Many books ignore step 1, focus on step 2, and breeze over step 3. A good HE book covers all three phases.< The second book is Backup and Recovery by W. Curtis Preston, published by O'Reilly. This book is more of a reference for me than a read cover-to-cover, so I'm not sure if I will review it. (I strongly tend to review only that which I read throroughly.) The book covers so many useful aspects of backup, however, that I'll probably read a good deal of it. The third book is Building a Monitoring Infrastructure with Nagios, by David Josephsen, published by PHPTR. I've already read and reviewed two other books on Nagios, so I'm wondering what this much shorter book has to say. I don't have a Nagios installation running anywhere, so if I can find the time maybe I'll use this new book as an excuse to finally deploy Nagios. This newest version discussed in the book is 2.5, but Nagios 3 alpha code became available last month. I'll probably try the new version.

Comments

JimmytheGeek said…
I have a moderate sized Nagios installation (~ 100 hosts, ~ 400 service checks) and Wolfgang Barth's _Nagios:System and Network Monitoring_.

I still learned some stuff from the second chapter of _Building a Monitoring Infrastructure with Nagios_. I do plan to finish it.

It's got a different approach that made sense of what I considered boilerplate config stuff. For example, I have gone with defaults for all scheduling. If I need to tweak something to make Nagios scale farther, this gives me the fu.

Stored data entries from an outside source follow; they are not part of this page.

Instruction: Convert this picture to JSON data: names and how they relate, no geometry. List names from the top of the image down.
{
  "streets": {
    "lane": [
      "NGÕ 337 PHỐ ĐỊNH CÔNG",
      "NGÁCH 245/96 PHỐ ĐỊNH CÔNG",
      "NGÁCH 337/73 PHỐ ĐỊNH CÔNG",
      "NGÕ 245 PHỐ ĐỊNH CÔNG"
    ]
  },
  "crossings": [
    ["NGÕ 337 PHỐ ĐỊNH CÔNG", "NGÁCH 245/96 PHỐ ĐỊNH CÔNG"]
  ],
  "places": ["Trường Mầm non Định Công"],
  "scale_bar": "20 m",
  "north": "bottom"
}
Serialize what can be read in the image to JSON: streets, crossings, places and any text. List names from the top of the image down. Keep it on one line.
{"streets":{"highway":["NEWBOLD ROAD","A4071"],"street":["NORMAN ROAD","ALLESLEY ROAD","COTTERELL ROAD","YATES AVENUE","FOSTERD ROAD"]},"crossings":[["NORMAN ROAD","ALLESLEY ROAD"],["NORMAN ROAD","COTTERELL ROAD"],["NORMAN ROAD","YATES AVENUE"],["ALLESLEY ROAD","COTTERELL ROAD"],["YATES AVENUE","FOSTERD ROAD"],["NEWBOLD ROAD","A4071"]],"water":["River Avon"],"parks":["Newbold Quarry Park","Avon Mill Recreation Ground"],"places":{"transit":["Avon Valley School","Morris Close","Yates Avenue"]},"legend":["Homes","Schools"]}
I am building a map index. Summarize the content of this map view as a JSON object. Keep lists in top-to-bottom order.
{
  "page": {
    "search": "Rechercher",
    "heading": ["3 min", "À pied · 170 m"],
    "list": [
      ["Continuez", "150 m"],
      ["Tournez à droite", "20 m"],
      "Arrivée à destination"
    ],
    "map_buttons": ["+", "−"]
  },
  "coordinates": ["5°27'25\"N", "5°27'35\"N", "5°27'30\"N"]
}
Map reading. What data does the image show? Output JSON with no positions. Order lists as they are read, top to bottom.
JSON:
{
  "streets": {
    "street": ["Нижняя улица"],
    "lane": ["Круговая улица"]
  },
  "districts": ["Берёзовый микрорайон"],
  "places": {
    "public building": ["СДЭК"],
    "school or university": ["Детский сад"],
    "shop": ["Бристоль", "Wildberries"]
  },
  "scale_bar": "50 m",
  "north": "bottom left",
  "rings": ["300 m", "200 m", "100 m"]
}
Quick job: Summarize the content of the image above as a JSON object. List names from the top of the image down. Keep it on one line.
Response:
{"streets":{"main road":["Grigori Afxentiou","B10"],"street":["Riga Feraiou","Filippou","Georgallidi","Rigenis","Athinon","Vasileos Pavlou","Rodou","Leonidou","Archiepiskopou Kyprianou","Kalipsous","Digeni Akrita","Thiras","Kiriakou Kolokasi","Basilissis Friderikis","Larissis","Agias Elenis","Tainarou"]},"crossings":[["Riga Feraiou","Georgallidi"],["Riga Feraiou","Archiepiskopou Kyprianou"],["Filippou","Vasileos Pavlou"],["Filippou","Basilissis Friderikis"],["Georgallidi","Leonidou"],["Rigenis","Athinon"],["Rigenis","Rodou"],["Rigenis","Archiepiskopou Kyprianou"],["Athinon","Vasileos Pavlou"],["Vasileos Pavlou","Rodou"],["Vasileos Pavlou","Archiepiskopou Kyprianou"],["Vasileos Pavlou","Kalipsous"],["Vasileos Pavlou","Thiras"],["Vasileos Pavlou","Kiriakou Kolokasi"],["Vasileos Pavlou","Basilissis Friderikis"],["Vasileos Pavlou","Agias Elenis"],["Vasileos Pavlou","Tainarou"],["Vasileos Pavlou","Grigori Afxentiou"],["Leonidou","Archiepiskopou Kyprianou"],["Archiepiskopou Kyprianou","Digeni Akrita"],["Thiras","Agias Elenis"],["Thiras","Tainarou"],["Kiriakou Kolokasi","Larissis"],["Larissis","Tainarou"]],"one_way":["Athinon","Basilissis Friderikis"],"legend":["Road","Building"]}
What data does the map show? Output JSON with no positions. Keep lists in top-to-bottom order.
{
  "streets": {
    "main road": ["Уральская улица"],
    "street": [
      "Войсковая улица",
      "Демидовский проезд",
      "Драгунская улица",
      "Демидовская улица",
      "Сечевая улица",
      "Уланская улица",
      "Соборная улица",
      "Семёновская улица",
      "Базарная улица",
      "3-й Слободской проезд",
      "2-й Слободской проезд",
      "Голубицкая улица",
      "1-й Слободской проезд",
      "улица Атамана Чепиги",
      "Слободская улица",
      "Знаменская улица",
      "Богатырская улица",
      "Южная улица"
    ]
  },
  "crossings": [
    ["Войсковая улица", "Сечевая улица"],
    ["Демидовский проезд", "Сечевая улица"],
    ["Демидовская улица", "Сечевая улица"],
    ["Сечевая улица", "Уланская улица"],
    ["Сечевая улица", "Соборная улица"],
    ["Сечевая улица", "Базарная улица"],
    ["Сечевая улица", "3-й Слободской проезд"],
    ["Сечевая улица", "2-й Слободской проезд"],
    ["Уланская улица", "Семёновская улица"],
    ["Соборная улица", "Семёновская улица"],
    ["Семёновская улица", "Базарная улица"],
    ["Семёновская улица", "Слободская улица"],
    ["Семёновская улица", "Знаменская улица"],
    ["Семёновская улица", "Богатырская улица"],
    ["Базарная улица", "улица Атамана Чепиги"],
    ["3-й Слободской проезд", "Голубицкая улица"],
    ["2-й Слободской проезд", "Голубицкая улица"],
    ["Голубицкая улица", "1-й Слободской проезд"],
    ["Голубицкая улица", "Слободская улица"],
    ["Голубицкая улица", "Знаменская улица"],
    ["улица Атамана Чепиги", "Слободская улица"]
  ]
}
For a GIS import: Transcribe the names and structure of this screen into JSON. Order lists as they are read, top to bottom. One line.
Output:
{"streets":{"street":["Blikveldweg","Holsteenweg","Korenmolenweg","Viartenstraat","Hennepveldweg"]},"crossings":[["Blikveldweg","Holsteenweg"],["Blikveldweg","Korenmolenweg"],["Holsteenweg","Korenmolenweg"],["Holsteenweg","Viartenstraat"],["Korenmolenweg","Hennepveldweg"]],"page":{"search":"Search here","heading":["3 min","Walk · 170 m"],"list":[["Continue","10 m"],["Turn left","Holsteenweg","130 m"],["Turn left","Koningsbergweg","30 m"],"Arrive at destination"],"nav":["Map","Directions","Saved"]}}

It may be in the Barth book, too.
Anonymous said…
vliu and johnnycsh do a wonderful job with HEW... the first part is redundant but worthwhile for new readers... the rest contains many gems... i especially like the part about using older linux kernels written by johnnycsh and at the end about the "fuzz-e" tool in airbase. the only thing this book didn't cover was aircrack-ptw (new technique - as seen on slashdot i believe).

the backup and recovery book is great. the authors have a bunch of the content and extras available at - the articles on rsnapshot and rdiff-backup are great free reads from that site that are included from the book.

the nagios book looks sort of interesting, i think i saw it at the chicago borders on michigan ave. i finally got a chance to preview all the books i haven't seen on shelves there last week. most of them aren't that great, so i'll be buying less books thanks to that visit, but my finances are looking better because of it ;>

have you read securitymetrics by jaquith yet?
Unknown said…
I'm still trying to find out why the new HE:W book is green. It certainly caught my eye at the store though!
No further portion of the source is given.